Edwin Jaynes (in honour of whose work the title of this blog was chosen) was also a strong advocate of model checking, and he pointed out many times that Bayesian methodology exerts its greatest power when it shows us that we need to discard a theory that can serve us no more. I'm reminded of one of my favorite Jaynes quotes²:

To reject a Bayesian calculation because it has given us an incorrect prediction is like disconnecting a fire alarm because that annoying bell keeps ringing.

In terms of the philosophical discussion, Gelman and Rohilla Shalzi argue that model checking, while vital, is outside Bayesian logic and furthermore is not part of inductive inference. They claim that falsification of scientific models is deductive in nature. These three claims represent the main points of departure between my understanding and theirs.

I posted a comment on Professor Gelman's blog, so I'll just paste in directly from there (the details of that specific model from their discussion I refer to are not important, its just an example they used):

You wrote:

“It turned out that this varying-intercept model did not fit our data, … We found this not through any process of Bayesian induction but rather through model checking.”

I agree on the value of model checking, but I wonder if this is really distinct from inductive inference. In order to say that the model was inappropriate, don’t you think that you must, at least informally, have assigned it a low probability?
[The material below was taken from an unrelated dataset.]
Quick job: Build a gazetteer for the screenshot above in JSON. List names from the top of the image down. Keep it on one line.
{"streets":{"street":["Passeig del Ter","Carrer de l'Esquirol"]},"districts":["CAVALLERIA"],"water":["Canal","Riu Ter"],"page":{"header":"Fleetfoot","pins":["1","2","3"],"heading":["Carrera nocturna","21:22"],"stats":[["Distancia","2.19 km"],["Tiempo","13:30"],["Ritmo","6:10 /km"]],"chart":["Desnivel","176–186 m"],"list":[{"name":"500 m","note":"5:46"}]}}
In which case, your model checking procedure seems to be a heuristic designed to mimic efficiently the logic of Bayesian induction.
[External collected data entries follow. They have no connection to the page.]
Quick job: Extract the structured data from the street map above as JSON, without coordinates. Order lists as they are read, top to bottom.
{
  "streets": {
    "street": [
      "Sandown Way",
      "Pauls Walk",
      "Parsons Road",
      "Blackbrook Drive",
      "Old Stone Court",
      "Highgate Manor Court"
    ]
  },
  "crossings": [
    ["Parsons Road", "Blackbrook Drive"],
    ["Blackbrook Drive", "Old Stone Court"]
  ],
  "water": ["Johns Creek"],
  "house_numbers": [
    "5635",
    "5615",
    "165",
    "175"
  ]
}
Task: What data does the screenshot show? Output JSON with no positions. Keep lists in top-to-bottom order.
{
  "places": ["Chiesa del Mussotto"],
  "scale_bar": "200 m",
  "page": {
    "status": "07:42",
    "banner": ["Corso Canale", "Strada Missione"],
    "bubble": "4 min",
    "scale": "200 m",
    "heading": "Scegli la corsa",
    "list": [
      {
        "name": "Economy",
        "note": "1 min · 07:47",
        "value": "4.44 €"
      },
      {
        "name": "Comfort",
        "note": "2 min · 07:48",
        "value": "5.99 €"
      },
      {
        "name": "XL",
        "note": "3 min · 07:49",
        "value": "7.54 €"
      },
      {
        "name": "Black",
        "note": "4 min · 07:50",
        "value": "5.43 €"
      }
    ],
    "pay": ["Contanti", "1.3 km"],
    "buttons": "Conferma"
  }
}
Even if you didn’t formally specify a hypothesis space, what you seem to have done is to say ‘look, this model mis-matches the data so much that it must be easy to find an alternate model that would achieve a much higher posterior.’ As such, the process of model checking attains absolutely strict validity only when that extended hypothesis space is explicitly examined, and your intuition numerically confirmed. Granted, many cases will be so obvious that the full analysis isn’t needed, but hopefully you get the point.

There certainly is a strong asymmetry between verification and falsification, but I can’t accept your thesis that falsification is deductive. Sure, its typically harder for a model with an assigned probability near zero to be brought back into contention than it is for a model with currently very high probability to be crushed by new evidence, but its not in principle impossible. Newtonian mechanics might be the real way of the world, and all that evidence against it might just have been a dream. The problem is that this requires not just Newtonian mechanics, but Newtonian mechanics + some other implausible stuff, which as intuition warns (and mathematics can confirm) deserves very small prior weight. (A currently favorable model can always be superseded by another model with not significantly greater complexity, which accounts for the asymmetry between falsification and verification.) The mathematics that verifies this is Bayesian and, it seems to me, inductive.
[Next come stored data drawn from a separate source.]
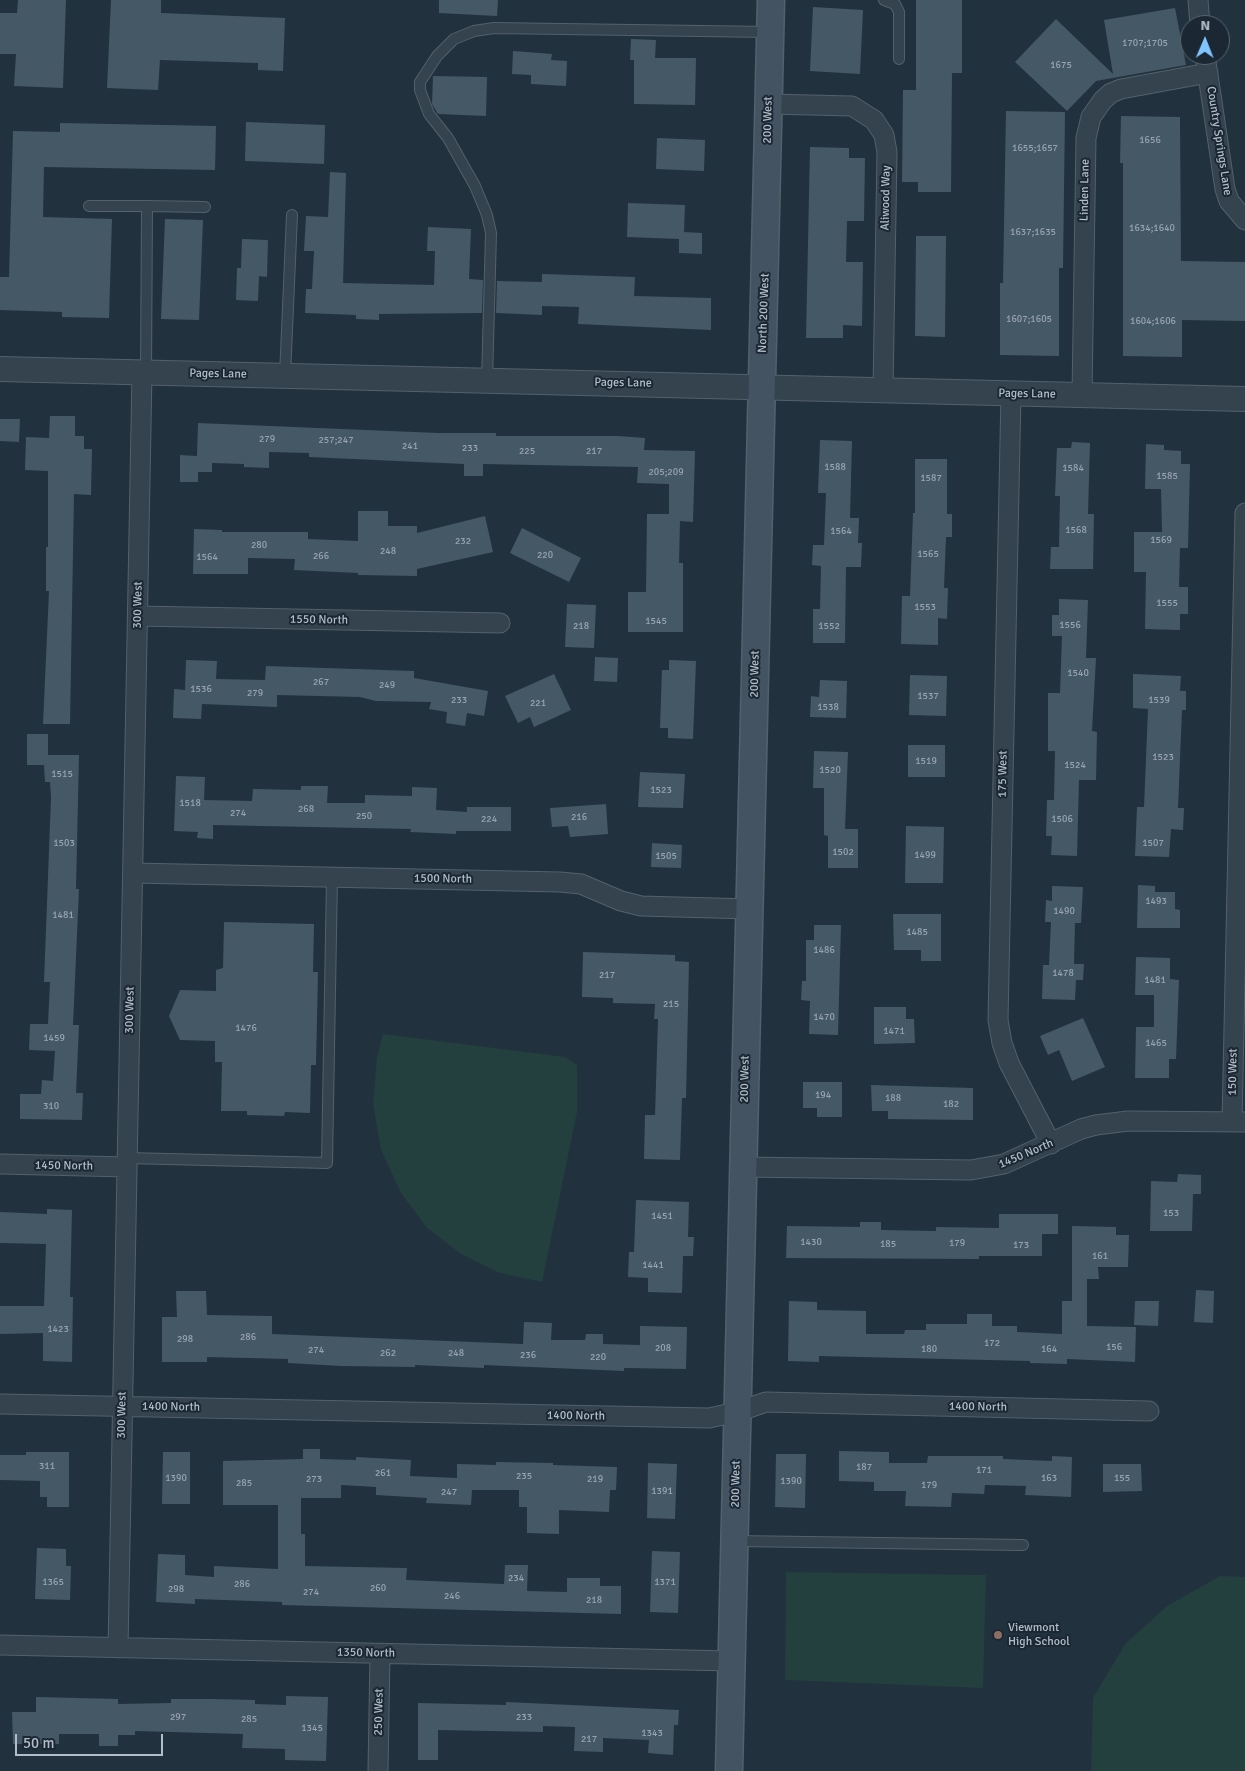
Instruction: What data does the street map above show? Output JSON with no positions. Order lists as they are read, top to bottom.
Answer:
{
  "streets": {
    "main road": ["200 West", "North 200 West"],
    "street": [
      "Country Springs Lane",
      "Linden Lane",
      "Aliwood Way",
      "Pages Lane",
      "300 West",
      "1550 North",
      "175 West",
      "1500 North",
      "150 West",
      "1450 North",
      "1400 North",
      "1350 North",
      "250 West"
    ]
  },
  "crossings": [
    ["200 West", "Aliwood Way"],
    ["200 West", "North 200 West"],
    ["200 West", "Pages Lane"],
    ["200 West", "1500 North"],
    ["200 West", "1450 North"],
    ["200 West", "1400 North"],
    ["200 West", "1350 North"],
    ["Linden Lane", "Pages Lane"],
    ["Aliwood Way", "Pages Lane"],
    ["North 200 West", "Pages Lane"],
    ["Pages Lane", "300 West"],
    ["Pages Lane", "175 West"],
    ["300 West", "1550 North"],
    ["300 West", "1500 North"],
    ["300 West", "1450 North"],
    ["300 West", "1400 North"],
    ["300 West", "1350 North"],
    ["175 West", "1450 North"],
    ["150 West", "1450 North"],
    ["1350 North", "250 West"]
  ],
  "places": ["Viewmont High School"],
  "house_numbers": [
    "1707;1705",
    "1675",
    "1656",
    "1655;1657",
    "1634;1640",
    "1637;1635",
    "1607;1605",
    "1604;1606",
    "279",
    "257;247",
    "241",
    "233",
    "225",
    "217",
    "1588",
    "1584",
    "205;209",
    "1585",
    "1587",
    "1568",
    "1564",
    "1569",
    "232",
    "280",
    "248",
    "1565",
    "220",
    "266",
    "1564",
    "1555",
    "1553",
    "1545",
    "1556",
    "218",
    "1552",
    "1540",
    "267",
    "249",
    "1536",
    "279",
    "1537",
    "233",
    "1539",
    "221",
    "1538",
    "1523",
    "1519",
    "1524",
    "1520",
    "1515",
    "1523",
    "1518",
    "268",
    "274",
    "250",
    "216",
    "224",
    "1506",
    "1503",
    "1507",
    "1502",
    "1499",
    "1505",
    "1493",
    "1490",
    "1481",
    "1485",
    "1486",
    "1478",
    "217",
    "1481",
    "215",
    "1470",
    "1476",
    "1471",
    "1459",
    "1465",
    "194",
    "188",
    "182",
    "310",
    "153",
    "1451",
    "1430",
    "179",
    "185",
    "173",
    "161",
    "1441",
    "1423",
    "286",
    "298",
    "172",
    "156",
    "208",
    "180",
    "164",
    "274",
    "262",
    "248",
    "236",
    "220",
    "311",
    "187",
    "171",
    "261",
    "235",
    "1390",
    "163",
    "155",
    "273",
    "219",
    "1390",
    "285",
    "179",
    "1391",
    "247",
    "234",
    "1365",
    "1371",
    "286",
    "260",
    "298",
    "274",
    "246",
    "218",
    "297",
    "233",
    "285",
    "1345",
    "1343",
    "217"
  ],
  "scale_bar": "50 m",
  "north": "top"
}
That we can apparently falsify a theory without considering alternatives seems to be simply this strong asymmetry allowing Bayesian logic to be reliably but informally approximated without specifying the entire (super)model.

By the way, the mathematics that confirms the low prior for propositions like Newton + all that extra weird stuff is Ockham's razor (a.k.a. Bayes' theorem).

I have pointed out previously that non-Bayesian techniques certainly have their usefulness, but that their validity is limited to the extent that they succeed in replicating the result of a Bayesian calculation. Model checking seems to me to be no exception. Indeed, the recommended model checks can only work when the outcome is so obvious that the full, rigorous analysis is not needed. If the case is too close to call by these techniques, then you must roll out Bayes' theorem again, or stick with your current model. This should be obvious.

I have laid out the Bayesian basis for falsificationism elsewhere, but I did not discuss this asymmetry between falsifying and verifying theories, which I also think is important. Some Bayesian methodologists seem to hold the view that they have equal status, but they do not. They are not, however, as asymmetric as Popper felt - he did not accept that any form of verification was ever valid. One must wonder, then, why he had any interest whatsoever in science. Science does not, however, verify by making absolute statements about a theory's truth, but rather, its statements are to be seen as of the 'less wrong' type.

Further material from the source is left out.